Para tallar y pulir ese vértice se convoca siempre a los mismos profesionales de élite: juristas, contadores y economistas especializados en diseñar estructuras legales impenetrables. Con leyes, decretos, resoluciones administrativas y contratos blindados, construyen un entramado que convierte la transparencia en opacidad absoluta y dota al conjunto de una dureza capaz de resistir cualquier auditoría, allanamiento o denuncia judicial.
El diamante no solo resiste, sino que además brilla. Y lo hace con una luz que no necesita un dios, una bandera o una ideología. No importa quién ocupe la Casa Rosada, quién controle el Congreso o qué consigna se grite en la plaza, porque la pirámide —y sobre todo su vértice— prescinde de valores patrióticos, éticos o morales.
Opera con leyes propias, autónomas, por encima de los Estados, las personas y los calendarios electorales. Los ciclos de reforma, los blanqueos o los recambios generacionales no alteran su estructura, ya que su blindaje es supranacional e intemporal.

Cuando la opinión pública o una investigación periodística inciden sobre él, el haz de luz que lo enfoca, se descompone en un caleidoscopio infinito.
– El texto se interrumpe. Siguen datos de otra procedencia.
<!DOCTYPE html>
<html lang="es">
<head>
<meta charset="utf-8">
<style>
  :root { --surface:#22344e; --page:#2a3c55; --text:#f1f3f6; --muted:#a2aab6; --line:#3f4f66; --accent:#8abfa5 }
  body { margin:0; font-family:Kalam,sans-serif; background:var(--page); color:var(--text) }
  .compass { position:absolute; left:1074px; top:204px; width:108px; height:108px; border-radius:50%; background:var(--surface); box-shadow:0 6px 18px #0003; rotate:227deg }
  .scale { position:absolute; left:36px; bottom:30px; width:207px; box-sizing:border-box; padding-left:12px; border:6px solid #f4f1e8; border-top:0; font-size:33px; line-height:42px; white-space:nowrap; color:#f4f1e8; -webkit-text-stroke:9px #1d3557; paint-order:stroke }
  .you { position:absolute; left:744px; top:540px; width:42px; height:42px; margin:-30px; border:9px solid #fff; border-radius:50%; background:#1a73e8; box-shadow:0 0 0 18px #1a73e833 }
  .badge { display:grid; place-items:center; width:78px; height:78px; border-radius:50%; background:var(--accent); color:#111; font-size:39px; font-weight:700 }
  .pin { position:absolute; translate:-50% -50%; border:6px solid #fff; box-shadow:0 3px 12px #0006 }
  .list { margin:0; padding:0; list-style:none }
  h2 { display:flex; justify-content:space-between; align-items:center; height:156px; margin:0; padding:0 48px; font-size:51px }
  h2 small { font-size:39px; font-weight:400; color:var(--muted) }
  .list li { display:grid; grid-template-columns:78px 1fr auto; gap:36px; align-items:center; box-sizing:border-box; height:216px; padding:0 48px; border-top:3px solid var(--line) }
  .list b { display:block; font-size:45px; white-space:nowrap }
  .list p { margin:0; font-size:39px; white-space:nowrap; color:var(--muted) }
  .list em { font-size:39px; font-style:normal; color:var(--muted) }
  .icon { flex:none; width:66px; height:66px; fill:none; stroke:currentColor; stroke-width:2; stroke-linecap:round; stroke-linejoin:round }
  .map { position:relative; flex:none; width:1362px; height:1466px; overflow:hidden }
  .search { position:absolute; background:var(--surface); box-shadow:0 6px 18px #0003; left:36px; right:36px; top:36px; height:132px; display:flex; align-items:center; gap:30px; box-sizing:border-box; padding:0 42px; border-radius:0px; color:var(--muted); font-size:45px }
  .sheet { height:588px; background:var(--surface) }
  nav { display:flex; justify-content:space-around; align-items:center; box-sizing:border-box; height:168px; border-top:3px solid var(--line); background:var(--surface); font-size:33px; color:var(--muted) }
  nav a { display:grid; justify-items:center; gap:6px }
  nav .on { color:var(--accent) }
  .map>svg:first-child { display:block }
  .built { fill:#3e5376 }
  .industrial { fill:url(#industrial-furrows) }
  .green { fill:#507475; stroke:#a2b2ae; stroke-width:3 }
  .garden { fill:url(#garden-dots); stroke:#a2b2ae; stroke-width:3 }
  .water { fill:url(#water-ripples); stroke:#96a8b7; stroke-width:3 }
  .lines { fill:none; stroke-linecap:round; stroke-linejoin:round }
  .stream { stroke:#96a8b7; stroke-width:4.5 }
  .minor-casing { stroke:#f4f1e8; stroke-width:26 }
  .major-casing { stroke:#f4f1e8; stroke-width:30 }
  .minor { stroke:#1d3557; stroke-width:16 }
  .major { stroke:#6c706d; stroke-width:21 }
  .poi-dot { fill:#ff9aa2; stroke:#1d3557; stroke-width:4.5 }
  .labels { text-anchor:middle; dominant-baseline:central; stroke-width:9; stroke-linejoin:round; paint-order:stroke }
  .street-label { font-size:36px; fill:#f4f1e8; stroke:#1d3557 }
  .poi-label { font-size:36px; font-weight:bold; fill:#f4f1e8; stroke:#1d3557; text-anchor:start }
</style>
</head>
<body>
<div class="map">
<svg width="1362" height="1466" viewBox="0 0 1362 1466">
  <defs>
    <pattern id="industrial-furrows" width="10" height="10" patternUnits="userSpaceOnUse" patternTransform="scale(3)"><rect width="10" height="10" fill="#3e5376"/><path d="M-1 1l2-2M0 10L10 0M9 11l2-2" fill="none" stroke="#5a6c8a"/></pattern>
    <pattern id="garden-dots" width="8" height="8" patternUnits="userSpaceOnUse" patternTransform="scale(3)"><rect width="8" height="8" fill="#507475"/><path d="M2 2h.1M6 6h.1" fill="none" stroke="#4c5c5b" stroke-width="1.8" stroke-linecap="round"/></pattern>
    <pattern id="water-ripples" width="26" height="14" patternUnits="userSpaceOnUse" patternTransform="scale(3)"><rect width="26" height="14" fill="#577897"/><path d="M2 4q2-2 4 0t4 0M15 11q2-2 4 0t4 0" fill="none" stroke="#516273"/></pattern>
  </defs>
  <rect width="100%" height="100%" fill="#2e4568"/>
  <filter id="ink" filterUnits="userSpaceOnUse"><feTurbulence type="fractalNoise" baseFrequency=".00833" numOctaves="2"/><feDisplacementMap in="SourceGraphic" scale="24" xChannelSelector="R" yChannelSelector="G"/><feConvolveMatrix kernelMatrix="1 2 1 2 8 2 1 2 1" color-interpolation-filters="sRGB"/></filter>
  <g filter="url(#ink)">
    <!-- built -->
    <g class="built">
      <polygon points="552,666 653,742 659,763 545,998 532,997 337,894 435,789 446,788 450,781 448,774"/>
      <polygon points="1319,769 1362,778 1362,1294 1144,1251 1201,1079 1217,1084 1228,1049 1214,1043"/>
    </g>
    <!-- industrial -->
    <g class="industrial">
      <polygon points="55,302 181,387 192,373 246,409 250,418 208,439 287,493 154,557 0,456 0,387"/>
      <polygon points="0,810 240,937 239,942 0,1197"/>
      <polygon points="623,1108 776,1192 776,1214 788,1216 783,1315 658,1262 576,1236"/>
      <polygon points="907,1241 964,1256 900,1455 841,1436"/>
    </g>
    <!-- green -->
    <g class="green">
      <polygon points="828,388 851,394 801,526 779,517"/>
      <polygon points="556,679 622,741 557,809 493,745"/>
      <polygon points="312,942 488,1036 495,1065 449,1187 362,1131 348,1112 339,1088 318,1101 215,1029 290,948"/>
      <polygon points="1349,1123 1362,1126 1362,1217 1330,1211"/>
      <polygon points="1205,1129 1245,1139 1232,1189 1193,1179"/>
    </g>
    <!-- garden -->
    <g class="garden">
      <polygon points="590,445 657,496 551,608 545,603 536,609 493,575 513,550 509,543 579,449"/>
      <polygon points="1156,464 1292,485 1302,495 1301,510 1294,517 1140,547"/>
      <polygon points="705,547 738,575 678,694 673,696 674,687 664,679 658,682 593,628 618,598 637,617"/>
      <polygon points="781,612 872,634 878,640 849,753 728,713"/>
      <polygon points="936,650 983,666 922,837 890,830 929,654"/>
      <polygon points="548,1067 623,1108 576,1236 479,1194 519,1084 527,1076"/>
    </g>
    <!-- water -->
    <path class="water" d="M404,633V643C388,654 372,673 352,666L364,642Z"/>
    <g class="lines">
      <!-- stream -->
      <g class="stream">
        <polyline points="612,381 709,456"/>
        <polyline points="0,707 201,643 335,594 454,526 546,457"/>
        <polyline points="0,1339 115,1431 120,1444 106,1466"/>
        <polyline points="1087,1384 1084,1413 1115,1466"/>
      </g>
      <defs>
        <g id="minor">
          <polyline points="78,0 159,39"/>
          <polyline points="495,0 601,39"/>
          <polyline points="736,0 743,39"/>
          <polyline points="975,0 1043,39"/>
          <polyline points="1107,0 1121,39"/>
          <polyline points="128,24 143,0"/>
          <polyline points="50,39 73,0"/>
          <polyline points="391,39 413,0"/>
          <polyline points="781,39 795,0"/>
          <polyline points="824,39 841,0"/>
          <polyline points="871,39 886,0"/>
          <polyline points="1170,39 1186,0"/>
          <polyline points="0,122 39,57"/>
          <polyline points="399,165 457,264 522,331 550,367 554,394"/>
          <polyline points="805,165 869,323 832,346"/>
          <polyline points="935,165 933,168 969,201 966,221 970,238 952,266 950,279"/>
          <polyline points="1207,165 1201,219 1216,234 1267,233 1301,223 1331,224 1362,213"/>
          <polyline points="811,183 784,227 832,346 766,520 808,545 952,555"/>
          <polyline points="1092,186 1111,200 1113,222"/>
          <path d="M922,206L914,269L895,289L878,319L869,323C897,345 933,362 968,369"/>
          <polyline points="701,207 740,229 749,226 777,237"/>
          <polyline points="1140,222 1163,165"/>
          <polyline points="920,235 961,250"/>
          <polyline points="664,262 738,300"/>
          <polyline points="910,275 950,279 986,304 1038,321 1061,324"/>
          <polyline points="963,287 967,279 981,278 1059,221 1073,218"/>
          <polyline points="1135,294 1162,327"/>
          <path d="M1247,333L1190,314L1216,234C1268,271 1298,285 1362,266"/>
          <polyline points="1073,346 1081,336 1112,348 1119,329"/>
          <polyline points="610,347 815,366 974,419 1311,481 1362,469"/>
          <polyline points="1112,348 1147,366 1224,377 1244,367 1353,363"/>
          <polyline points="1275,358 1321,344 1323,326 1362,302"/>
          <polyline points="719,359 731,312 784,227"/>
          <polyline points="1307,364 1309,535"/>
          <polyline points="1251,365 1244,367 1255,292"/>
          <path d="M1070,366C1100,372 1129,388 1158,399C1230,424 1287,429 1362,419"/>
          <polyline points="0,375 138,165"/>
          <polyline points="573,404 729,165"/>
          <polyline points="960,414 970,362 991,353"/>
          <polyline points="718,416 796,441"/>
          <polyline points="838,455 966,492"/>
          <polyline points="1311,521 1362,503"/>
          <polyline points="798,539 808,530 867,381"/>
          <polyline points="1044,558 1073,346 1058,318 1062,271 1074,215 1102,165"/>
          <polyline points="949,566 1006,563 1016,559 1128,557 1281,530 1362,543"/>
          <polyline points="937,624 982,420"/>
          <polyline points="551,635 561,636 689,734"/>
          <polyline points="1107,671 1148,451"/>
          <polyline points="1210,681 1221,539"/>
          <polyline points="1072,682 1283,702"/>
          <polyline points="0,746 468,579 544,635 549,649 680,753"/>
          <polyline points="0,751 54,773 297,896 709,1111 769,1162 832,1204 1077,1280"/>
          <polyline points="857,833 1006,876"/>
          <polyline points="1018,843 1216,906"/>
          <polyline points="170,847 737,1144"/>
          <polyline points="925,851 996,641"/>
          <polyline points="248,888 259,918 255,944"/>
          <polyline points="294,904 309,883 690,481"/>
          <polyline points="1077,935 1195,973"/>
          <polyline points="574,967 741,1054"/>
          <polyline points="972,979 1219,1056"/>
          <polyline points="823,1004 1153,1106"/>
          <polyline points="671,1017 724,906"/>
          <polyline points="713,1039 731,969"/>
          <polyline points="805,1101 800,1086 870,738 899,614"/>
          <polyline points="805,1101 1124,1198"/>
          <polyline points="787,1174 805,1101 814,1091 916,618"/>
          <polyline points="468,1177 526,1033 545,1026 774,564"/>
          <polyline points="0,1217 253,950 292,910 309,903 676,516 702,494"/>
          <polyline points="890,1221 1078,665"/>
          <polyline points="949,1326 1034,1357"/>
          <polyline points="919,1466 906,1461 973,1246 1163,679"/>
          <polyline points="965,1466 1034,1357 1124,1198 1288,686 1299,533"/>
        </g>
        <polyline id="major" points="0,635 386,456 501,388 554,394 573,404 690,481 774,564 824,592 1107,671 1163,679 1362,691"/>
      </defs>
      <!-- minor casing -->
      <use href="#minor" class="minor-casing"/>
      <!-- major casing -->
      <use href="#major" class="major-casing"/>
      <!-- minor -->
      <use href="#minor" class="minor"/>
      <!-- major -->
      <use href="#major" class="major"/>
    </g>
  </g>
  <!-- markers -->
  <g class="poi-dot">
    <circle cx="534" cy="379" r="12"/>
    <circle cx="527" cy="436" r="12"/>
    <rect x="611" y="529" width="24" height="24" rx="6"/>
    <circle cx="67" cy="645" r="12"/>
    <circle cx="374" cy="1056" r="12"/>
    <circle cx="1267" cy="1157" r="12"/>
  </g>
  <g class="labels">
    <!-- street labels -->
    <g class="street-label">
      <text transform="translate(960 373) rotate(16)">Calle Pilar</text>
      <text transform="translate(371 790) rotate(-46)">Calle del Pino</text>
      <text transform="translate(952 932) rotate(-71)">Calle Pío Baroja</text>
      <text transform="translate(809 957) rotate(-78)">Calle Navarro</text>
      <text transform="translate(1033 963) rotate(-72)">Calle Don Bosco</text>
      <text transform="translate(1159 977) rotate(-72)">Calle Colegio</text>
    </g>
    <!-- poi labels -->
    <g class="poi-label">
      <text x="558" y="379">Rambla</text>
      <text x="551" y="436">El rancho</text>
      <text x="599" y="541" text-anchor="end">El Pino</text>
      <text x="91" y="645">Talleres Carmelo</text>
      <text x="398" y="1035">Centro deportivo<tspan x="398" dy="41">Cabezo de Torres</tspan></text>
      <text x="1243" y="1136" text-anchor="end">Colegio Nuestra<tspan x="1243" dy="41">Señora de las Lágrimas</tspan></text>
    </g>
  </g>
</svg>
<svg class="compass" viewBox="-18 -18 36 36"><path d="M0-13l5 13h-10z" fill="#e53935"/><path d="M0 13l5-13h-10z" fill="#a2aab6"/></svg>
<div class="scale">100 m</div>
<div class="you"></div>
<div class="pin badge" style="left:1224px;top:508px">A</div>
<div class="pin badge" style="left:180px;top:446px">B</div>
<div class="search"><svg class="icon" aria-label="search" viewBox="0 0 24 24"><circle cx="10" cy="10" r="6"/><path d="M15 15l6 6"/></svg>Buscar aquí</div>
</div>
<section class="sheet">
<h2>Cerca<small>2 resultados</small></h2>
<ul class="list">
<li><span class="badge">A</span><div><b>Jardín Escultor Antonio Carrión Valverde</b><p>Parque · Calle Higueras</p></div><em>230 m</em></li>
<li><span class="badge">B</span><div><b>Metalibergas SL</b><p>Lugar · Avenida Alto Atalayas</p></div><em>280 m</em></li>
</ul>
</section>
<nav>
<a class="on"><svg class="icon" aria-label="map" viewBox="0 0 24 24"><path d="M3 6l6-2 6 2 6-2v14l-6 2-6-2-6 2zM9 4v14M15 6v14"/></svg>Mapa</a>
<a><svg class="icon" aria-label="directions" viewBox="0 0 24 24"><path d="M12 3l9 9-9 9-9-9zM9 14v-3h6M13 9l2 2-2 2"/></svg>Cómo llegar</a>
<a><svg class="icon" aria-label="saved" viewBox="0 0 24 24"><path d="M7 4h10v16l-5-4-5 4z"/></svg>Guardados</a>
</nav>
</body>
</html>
Surgen sobornos que figuran como honorarios, sobreprecios etiquetados como ajustes por inflación, licitaciones troceadas bajo la forma de excepciones reglamentarias y fideicomisos ciegos que proyectan espectros de legitimidad.
Cada ángulo —judicial, legislativo o mediático— genera una nueva combinación cromática, aunque ninguna permite reconstruir el color original del dinero ni aislar la fórmula del desvío. Eso sí, siempre entregan una luz brillante, un culpable, pero nunca uno que revela el mecanismo.
Intentar la ingeniería inversa equivale a perseguir un sueño vano.
No existe algoritmo capaz de revertir el flujo una vez que los fondos se dispersan por la red cristalina de sociedades offshore, fundaciones sin fines de lucro y cuentas en guaridas fiscales.
La ecuación carece de solución práctica, ya que depende de variables aleatorias como la rotación de funcionarios, la caducidad de los plazos de prescripción y la polarización del observador.
En el terreno de la ciencia ficción, podríamos soñar con unas «lentes de la verdad»: un dispositivo (lentes, implante o filtro digital) que nos permitiera ver más allá de las versiones oficiales y las historias manipuladas, que, al ponérnoslas, todas las mentiras y las interpretaciones interesadas se desvanecen, y solo quedara una imagen nítida, los hechos reales convertidos en datos claros, transparentes y que nadie podría negar ni ocultar.

En la realidad, algo así sigue siendo una utopía tecnológica. No porque sea imposible crearlo —ya tenemos herramientas como blockchain, con registros inmutables o inteligencia artificial que verifica datos—, sino porque resultaría extremadamente incómodo para quienes detentan los privilegios. A ellos les beneficia que sigamos viendo múltiples versiones de la verdad, confusas y siempre discutibles.
La transparencia total no es un reto técnico; es, sobre todo, una cuestión de conveniencia.
Por lo que el vértice continúa brillando de manera inalterable, convirtiendo sistemáticamente la transparencia en opacidad y perpetuando un secreto que se refracta en infinitas justificaciones legales, siempre preservando el buen nombre y honor, y por qué no, el heroísmo de todos los que conforman ese diamante indestructible.
Mientras tanto, la luz que lo alimenta, desprovista de fe, patria o doctrina, sigue encendiendo el espectáculo y permanece indiferente a quién gobierno ayer, hoy y mañana.